Focusing purely on trending content means investing heavily in new pieces of smaller content consistently without the benefits of ongoing search engine traffic that evergreen content gets.
Findings ideas for evergreen and trending content
Evergreen topics are usually found through competitive and SEO research. These topics may be short, medium or long-tail keywords you’ve identified through that research. We will shamelessly plug ourselves here. The Ceralytics content intelligence platform identifies evergreen topics in a variety of ways including those that are working best for your competitors, but where you have no presence. These content gaps make for some of the best evergreen content you have yet to create.
Trending topics can come from many different sources. Consider newsjacking events in your industry, like the example above about the 10 must-see speakers at an event. Or latch onto news within your industry, or in politics (if you like playing with fire), and put your own unique spin on them. The key is to be quick to market with these trending stories.
Where to post evergreen and trending content
Since it has large SEO benefits, evergreen content usually lives on a site that you own, such as your corporate site or blog. However, evergreen content can also be a guest post on other sites, which then either link back to your website, or feature your organization’s branding so you can get more brand recognition.
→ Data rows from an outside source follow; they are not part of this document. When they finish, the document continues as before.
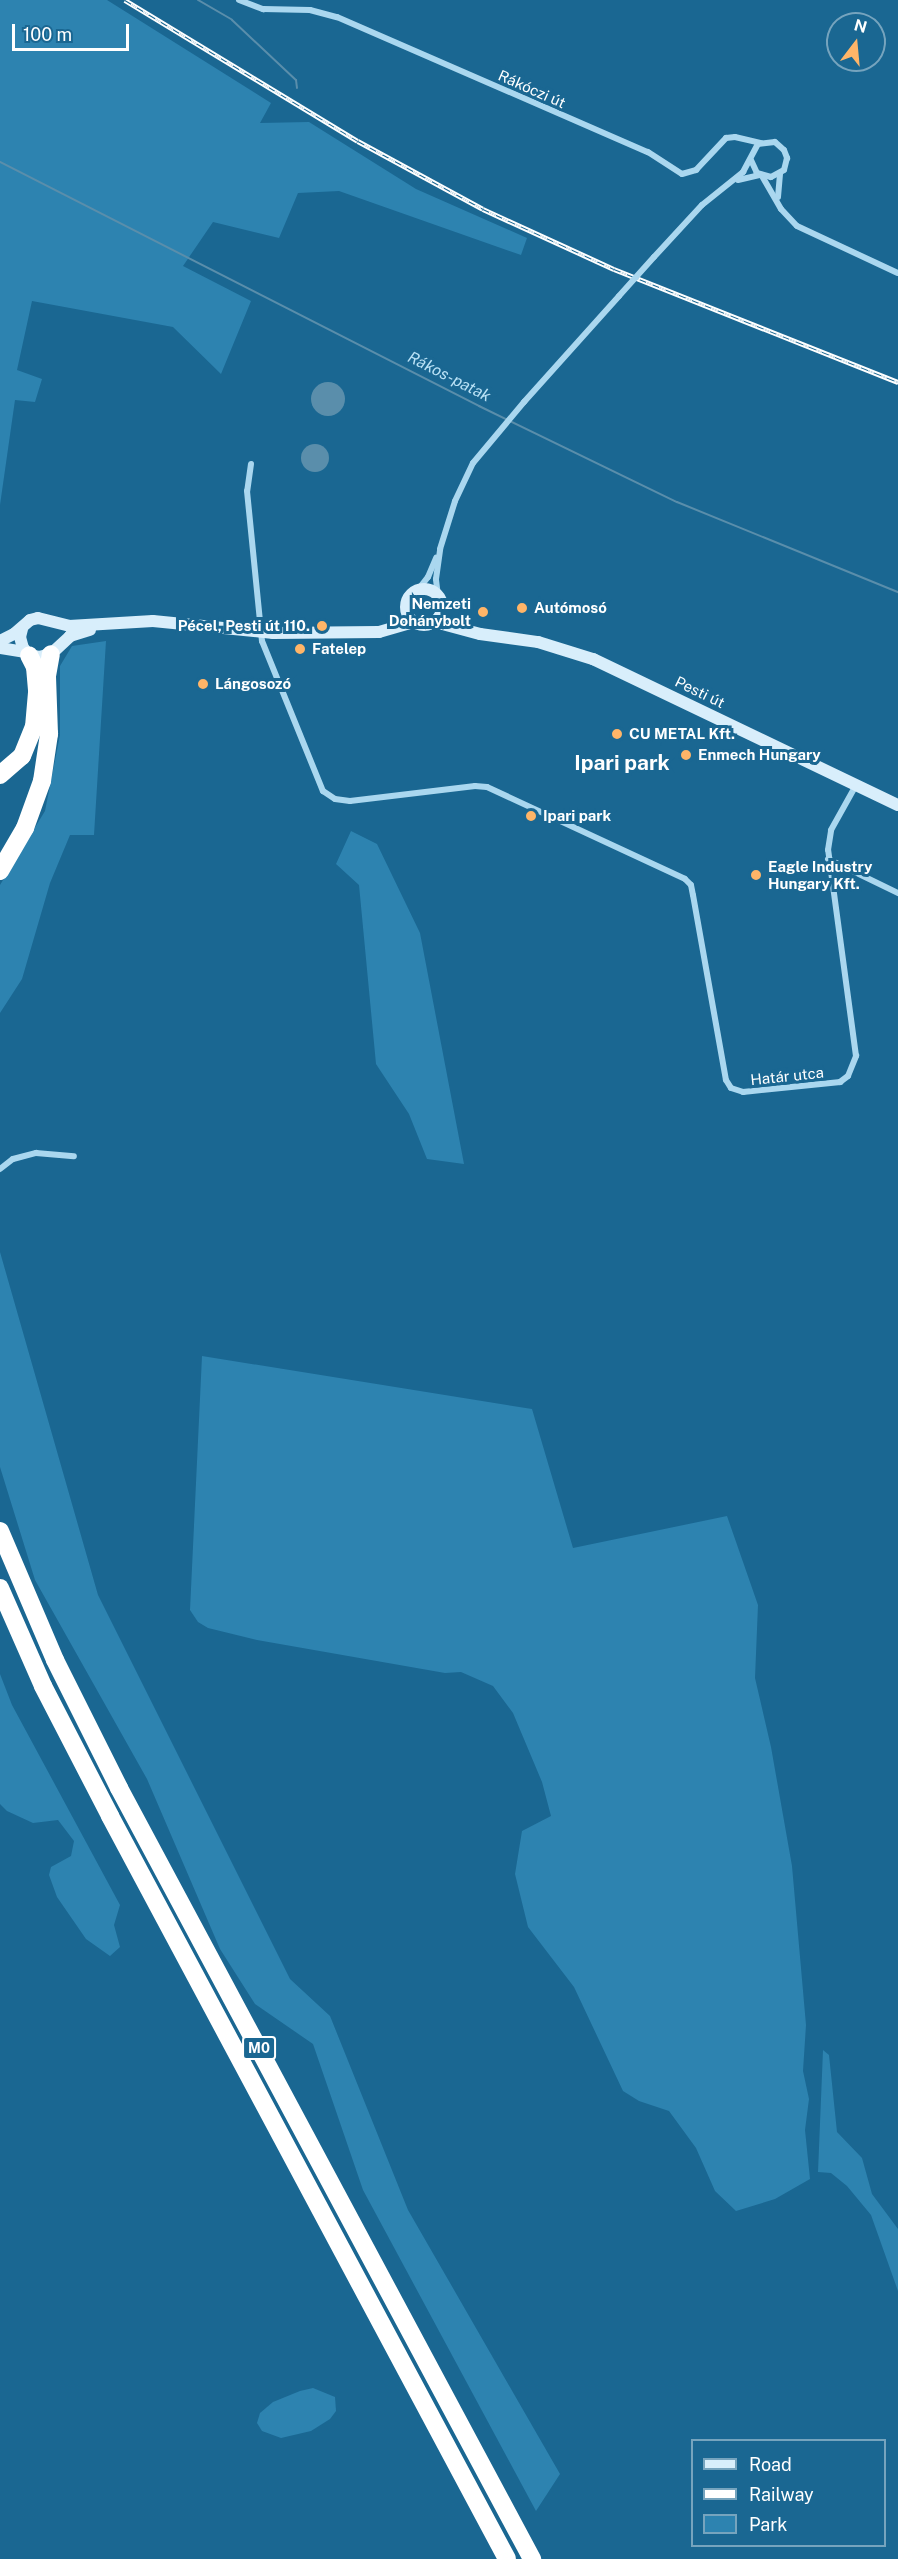 <!DOCTYPE html>
<meta charset="utf-8">
<style>
body{margin:0}
#map{position:relative;width:898px;height:2559px;overflow:hidden;background:#1a6792;font-family:"Public Sans",sans-serif}
div>[style]{position:absolute}
.green>*{inset:0;background:#2d83b0}
.water>*{inset:0;background:#5a8eab}
.round{border-radius:50%}
.stream>*{height:2px;margin:-1px;padding:0 1px;transform-origin:1px;border-radius:1px;background:#5a8eab}
.street>*{height:6px;margin:-3px;padding:0 3px;transform-origin:3px;border-radius:3px;background:#aad7ef}
.secondary>*{height:12px;margin:-6px;padding:0 6px;transform-origin:6px;border-radius:6px;background:#d8eefb}
.secondary>.ring{margin:-6px;padding:0;box-sizing:content-box;background:none;border:12px solid #d8eefb;border-radius:50%}
.highway>*{height:18px;margin:-9px;padding:0 9px;transform-origin:9px;border-radius:9px;background:#fff}
.rail>*{height:4.5px;margin-top:-2.25px;transform-origin:0;background:repeating-linear-gradient(90deg,#1a6792 0 7px,#fff 0 14px);box-sizing:border-box;border-block:2px solid #fff}
.street-bridge>*{height:6px;margin:-3px;padding:0 3px;transform-origin:3px;border-radius:3px;background:#aad7ef}
.dots>*{width:16px;height:16px;translate:-50% -50%;box-sizing:border-box;border:3px solid #1a6792;border-radius:50%}
span{translate:-50% -50%;white-space:nowrap;text-align:center;line-height:1.15;-webkit-text-stroke:6px #1a6792;paint-order:stroke}
.shield-label span{padding:2px 4px;background:#1a6792;border:2px solid;border-radius:4px;-webkit-text-stroke-width:0}
.shield-label{font-size:14px;color:#fff;font-weight:700}
.street-label{font-size:15px;color:#fff}
.poi-label{font-size:15px;color:#fff;font-weight:700}
.right{translate:-100% -50%;text-align:right}
.left{translate:0 -50%;text-align:left}
.water-label{font-size:16px;color:#bae2f6;font-style:italic}
.district-label{font-size:21px;color:#fff;font-weight:700}
.legend{position:absolute;left:691px;top:2439px;width:195px;height:108px;box-sizing:border-box;background:#1a6792;border:2px solid #76a4be;margin:0;padding:8px 10px;list-style:none;font-size:18px;color:#fff}
.legend li{display:flex;align-items:center;gap:12px;height:30px}
.legend b{width:30px;border:2px solid #76a4be}
.north{position:absolute;left:826px;top:12px;width:60px;height:60px;box-sizing:border-box;background:#1a6792;border:2px solid #76a4be;border-radius:50%;rotate:16deg;font-size:16px;font-weight:700;line-height:24px;text-align:center;color:#fff}
.north::after{content:'';display:block;margin:auto;width:21px;height:27px;background:#ffb568;clip-path:polygon(50% 0,100% 100%,50% 72%,0 100%)}
.scale{position:absolute;left:12px;top:24px;width:117px;height:27px;box-sizing:border-box;border:3px solid #fff;border-top:0;padding-left:8px;font-size:18px;line-height:21px;white-space:nowrap;color:#fff;-webkit-text-stroke:4px #1a6792;paint-order:stroke}
</style>
<div id="map">
<div class="green">
<div style="clip-path:polygon(0 0,107px 0,271px 103px,260px 123px,309px 122px,416px 189px,527px 238px,521px 255px,339px 191px,298px 193px,279px 238px,213px 222px,183px 266px,251px 301px,221px 374px,173px 327px,32px 301px,17px 370px,42px 379px,35px 402px,15px 400px,0 505px)"></div>
<div style="clip-path:polygon(106px 641px,94px 835px,70px 835px,50px 883px,22px 979px,0 1013px,0 885px,45px 811px,60px 735px,60px 666px,72px 646px)"></div>
<div style="clip-path:polygon(351px 831px,377px 844px,420px 933px,464px 1164px,427px 1159px,409px 1114px,376px 1064px,359px 885px,336px 864px)"></div>
<div style="clip-path:polygon(0 1252px,98px 1595px,290px 1979px,330px 2016px,408px 2210px,560px 2474px,536px 2511px,363px 2190px,313px 2044px,255px 2004px,220px 1949px,147px 1779px,35px 1580px,0 1467px)"></div>
<div style="clip-path:polygon(202px 1356px,532px 1409px,573px 1548px,727px 1516px,758px 1605px,755px 1678px,771px 1747px,792px 1866px,806px 2025px,803px 2071px,809px 2099px,805px 2130px,810px 2179px,775px 2199px,736px 2211px,715px 2191px,696px 2148px,669px 2111px,639px 2101px,623px 2091px,574px 1987px,528px 1927px,515px 1874px,522px 1831px,551px 1816px,542px 1782px,513px 1713px,493px 1686px,461px 1672px,445px 1673px,257px 1640px,208px 1628px,198px 1622px,190px 1610px)"></div>
<div style="clip-path:polygon(0 1674px,12px 1705px,120px 1905px,114px 1925px,120px 1947px,110px 1956px,86px 1939px,57px 1897px,49px 1875px,51px 1867px,71px 1856px,74px 1841px,58px 1820px,33px 1823px,7px 1811px,0 1804px)"></div>
<div style="clip-path:polygon(823px 2050px,829px 2055px,837px 2132px,862px 2158px,872px 2194px,898px 2229px,898px 2291px,871px 2215px,847px 2186px,831px 2173px,818px 2172px)"></div>
<div style="clip-path:polygon(313px 2388px,335px 2397px,336px 2411px,330px 2419px,311px 2431px,281px 2438px,262px 2431px,257px 2423px,260px 2413px,273px 2402px,300px 2391px)"></div>
</div>
<div class="water">
<div class="round" style="left:311px;top:382px;width:34px;height:34px"></div>
<div class="round" style="left:301px;top:444px;width:28px;height:28px"></div>
</div>
<div class="stream">
<div style="left:198px;top:0;width:39px;rotate:30deg"></div>
<div style="left:232px;top:20px;width:88px;rotate:43.2deg"></div>
<div style="left:296px;top:80px;width:8px;rotate:83deg"></div>
<div style="left:0;top:162px;width:538px;rotate:26.99deg"></div>
<div style="left:479px;top:406px;width:220px;rotate:25.9deg"></div>
<div style="left:677px;top:502px;width:239px;rotate:22.2deg"></div>
</div>
<div class="street">
<div style="left:239px;top:0;width:26px;rotate:21deg"></div>
<div style="left:263px;top:9px;width:47px;rotate:1.2deg"></div>
<div style="left:310px;top:10px;width:28px;rotate:15deg"></div>
<div style="left:337px;top:17px;width:339px;rotate:23.5deg"></div>
<div style="left:648px;top:152px;width:40px;rotate:32.9deg"></div>
<div style="left:682px;top:174px;width:15px;rotate:-16deg"></div>
<div style="left:696px;top:170px;width:44px;rotate:-46.8deg"></div>
<div style="left:726px;top:138px;width:9px;rotate:-6deg"></div>
<div style="left:735px;top:137px;width:27px;rotate:13deg"></div>
<div style="left:762px;top:176px;width:38px;rotate:60deg"></div>
<div style="left:781px;top:209px;width:23px;rotate:47deg"></div>
<div style="left:797px;top:226px;width:111px;rotate:25deg"></div>
<div style="left:738px;top:180px;width:23px;rotate:-13deg"></div>
<div style="left:778px;top:197px;width:23px;rotate:-85deg"></div>
<div style="left:654px;top:257px;width:71px;rotate:-47.3deg"></div>
<div style="left:702px;top:205px;width:53px;rotate:-38.8deg"></div>
<div style="left:743px;top:172px;width:32px;rotate:-62deg"></div>
<div style="left:758px;top:144px;width:17px;rotate:-7deg"></div>
<div style="left:775px;top:142px;width:12px;rotate:42deg"></div>
<div style="left:784px;top:150px;width:9px;rotate:69deg"></div>
<div style="left:787px;top:158px;width:12px;rotate:104deg"></div>
<div style="left:784px;top:170px;width:15px;rotate:152deg"></div>
<div style="left:771px;top:177px;width:15px;rotate:-164deg"></div>
<div style="left:757px;top:173px;width:14px;rotate:-115deg"></div>
<div style="left:251px;top:464px;width:27px;rotate:98deg"></div>
<div style="left:247px;top:491px;width:151px;rotate:84.3deg"></div>
<div style="left:262px;top:641px;width:162px;rotate:67.9deg"></div>
<div style="left:323px;top:791px;width:14px;rotate:34deg"></div>
<div style="left:335px;top:799px;width:15px;rotate:8deg"></div>
<div style="left:350px;top:801px;width:126px;rotate:-6.8deg"></div>
<div style="left:475px;top:786px;width:12px;rotate:5deg"></div>
<div style="left:487px;top:787px;width:218px;rotate:24.9deg"></div>
<div style="left:685px;top:879px;width:8px;rotate:45deg"></div>
<div style="left:691px;top:885px;width:10px;rotate:79deg"></div>
<div style="left:693px;top:895px;width:188px;rotate:79.9deg"></div>
<div style="left:726px;top:1080px;width:9px;rotate:58deg"></div>
<div style="left:731px;top:1088px;width:13px;rotate:18deg"></div>
<div style="left:743px;top:1092px;width:98px;rotate:-5.9deg"></div>
<div style="left:840px;top:1082px;width:10px;rotate:-37deg"></div>
<div style="left:848px;top:1076px;width:22px;rotate:-68deg"></div>
<div style="left:856px;top:1056px;width:208px;rotate:-97.7deg"></div>
<div style="left:828px;top:850px;width:20px;rotate:-81deg"></div>
<div style="left:831px;top:830px;width:51px;rotate:-60.9deg"></div>
<div style="left:417px;top:591px;width:18px;rotate:-52deg"></div>
<div style="left:428px;top:577px;width:21px;rotate:-67deg"></div>
<div style="left:438px;top:596px;width:17px;rotate:-97deg"></div>
<div style="left:436px;top:579px;width:30px;rotate:-82deg"></div>
<div style="left:440px;top:549px;width:50px;rotate:-72.6deg"></div>
<div style="left:455px;top:501px;width:42px;rotate:-64.7deg"></div>
<div style="left:473px;top:463px;width:80px;rotate:-50.1deg"></div>
<div style="left:524px;top:402px;width:142px;rotate:-48.1deg"></div>
<div style="left:828px;top:859px;width:78px;rotate:25.9deg"></div>
<div style="left:0;top:1169px;width:16px;rotate:-38deg"></div>
<div style="left:13px;top:1159px;width:24px;rotate:-15deg"></div>
<div style="left:36px;top:1153px;width:38px;rotate:5deg"></div>
</div>
<div class="secondary">
<div class="ring" style="left:406px;top:589px;width:24px;height:24px"></div>
<div style="left:435px;top:622px;width:47px;rotate:14.9deg"></div>
<div style="left:480px;top:634px;width:59px;rotate:7.9deg"></div>
<div style="left:538px;top:642px;width:58px;rotate:17.2deg"></div>
<div style="left:593px;top:659px;width:338px;rotate:25.6deg"></div>
<div style="left:22px;top:629px;width:8px;rotate:104deg"></div>
<div style="left:20px;top:637px;width:11px;rotate:75deg"></div>
<div style="left:23px;top:648px;width:9px;rotate:49deg"></div>
<div style="left:29px;top:655px;width:10px;rotate:11deg"></div>
<div style="left:39px;top:657px;width:12px;rotate:-14deg"></div>
<div style="left:51px;top:654px;width:26px;rotate:-43deg"></div>
<div style="left:70px;top:636px;width:21px;rotate:-17deg"></div>
<div style="left:0;top:641px;width:16px;rotate:-27deg"></div>
<div style="left:14px;top:634px;width:21px;rotate:-41deg"></div>
<div style="left:30px;top:620px;width:8px;rotate:-14deg"></div>
<div style="left:38px;top:618px;width:32px;rotate:14deg"></div>
<div style="left:69px;top:626px;width:84px;rotate:-3.4deg"></div>
<div style="left:153px;top:621px;width:121px;rotate:5.7deg"></div>
<div style="left:273px;top:633px;width:106px;rotate:-0.5deg"></div>
<div style="left:379px;top:632px;width:36px;rotate:-16deg"></div>
<div style="left:0;top:648px;width:26px;rotate:9deg"></div>
</div>
<div class="highway">
<div style="left:0;top:775px;width:29px;rotate:-41deg"></div>
<div style="left:22px;top:756px;width:31px;rotate:-68deg"></div>
<div style="left:34px;top:727px;width:37px;rotate:-85deg"></div>
<div style="left:37px;top:690px;width:23px;rotate:-95deg"></div>
<div style="left:35px;top:667px;width:13px;rotate:-117deg"></div>
<div style="left:0;top:871px;width:50px;rotate:-59.8deg"></div>
<div style="left:25px;top:828px;width:50px;rotate:-70.1deg"></div>
<div style="left:42px;top:781px;width:48px;rotate:-81.5deg"></div>
<div style="left:49px;top:734px;width:58px;rotate:-92deg"></div>
<div style="left:47px;top:676px;width:22px;rotate:-80deg"></div>
<div style="left:0;top:1531px;width:140px;rotate:66.9deg"></div>
<div style="left:55px;top:1660px;width:143px;rotate:63.4deg"></div>
<div style="left:119px;top:1788px;width:875px;rotate:61.82deg"></div>
<div style="left:0;top:1588px;width:107px;rotate:66.3deg"></div>
<div style="left:43px;top:1686px;width:146px;rotate:62.7deg"></div>
<div style="left:110px;top:1816px;width:842px;rotate:61.88deg"></div>
</div>
<div class="rail">
<div style="left:125px;top:0;width:272px;rotate:31.2deg"></div>
<div style="left:358px;top:141px;width:142px;rotate:28.5deg"></div>
<div style="left:483px;top:209px;width:144px;rotate:24.6deg"></div>
<div style="left:614px;top:269px;width:306px;rotate:21.7deg"></div>
</div>
<div class="street-bridge">
<div style="left:619px;top:296px;width:52px;rotate:-48.1deg"></div>
</div>
<div class="dots">
<div style="left:522px;top:608px;background:#ffb568"></div>
<div style="left:483px;top:612px;background:#ffb568"></div>
<div style="left:322px;top:626px;background:#ffb568"></div>
<div style="left:300px;top:649px;background:#ffb568"></div>
<div style="left:203px;top:684px;background:#ffb568"></div>
<div style="left:617px;top:734px;background:#ffb568"></div>
<div style="left:686px;top:755px;background:#ffb568"></div>
<div style="left:531px;top:816px;background:#ffb568"></div>
<div style="left:756px;top:875px;background:#ffb568"></div>
</div>
<div class="shield-label">
<span style="left:259px;top:2048px">M0</span>
</div>
<div class="street-label">
<span style="left:532px;top:89px;rotate:24deg">Rákóczi út</span>
<span style="left:700px;top:692px;rotate:26deg">Pesti út</span>
<span style="left:787px;top:1076px;rotate:-6deg">Határ utca</span>
</div>
<div class="poi-label">
<span class="right" style="left:471px;top:612px">Nemzeti<br>Dohánybolt</span>
<span class="left" style="left:534px;top:608px">Autómosó</span>
<span class="right" style="left:310px;top:626px">Pécel, Pesti út 110.</span>
<span class="left" style="left:312px;top:649px">Fatelep</span>
<span class="left" style="left:215px;top:684px">Lángosozó</span>
<span class="left" style="left:629px;top:734px">CU METAL Kft.</span>
<span class="left" style="left:698px;top:755px">Enmech Hungary</span>
<span class="left" style="left:543px;top:816px">Ipari park</span>
<span class="left" style="left:768px;top:875px">Eagle Industry<br>Hungary Kft.</span>
</div>
<div class="water-label">
<span style="left:449px;top:377px;rotate:27deg">Rákos-patak</span>
</div>
<div class="district-label">
<span style="left:622px;top:763px">Ipari park</span>
</div>
<ul class="legend">
<li><b style="height:8px;background:#d8eefb"></b>Road</li>
<li><b style="height:8px;background:#fff"></b>Railway</li>
<li><b style="height:16px;background:#2d83b0"></b>Park</li>
</ul>
<div class="north">N</div>
<div class="scale">100 m</div>
</div>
Trending content may live on your site as well, but they can also live on rented platforms such as social media networks or shared spaces like Medium or Quora. Trending content could also just be a newsletter update to your subscribers. The key to trending posts is to get them out and promoted very quickly so you are first to market with the content.
How should you utilize evergreen and trending content in your strategy?
Your content strategy will help you identify the mix of evergreen and trending content you create.
Is your content strategy based on being the first to spot a trend? Does your company’s reputation depend on that speed?
Or is your content strategy more devoted to creating longer pieces of industry-leading content and establishing yourself as a thought leader?
You may find that your content strategy leans more to one type of content than another. But that doesn’t mean you have to be locked into that type of content for every post.
Next steps
Look at your content strategy and see where you can utilize evergreen and trending content to get the best results from your audience.
If you know that you’re creating evergreen content, pay particular attention to optimizing it for SEO, since that will be the source of traffic for that content in the future.
If you are going to be focusing on trending content, make sure you have the resources and processes in place to turn spot trends and turn around stories quickly. A trending post could easily die waiting for multiple reviews from the c-suite.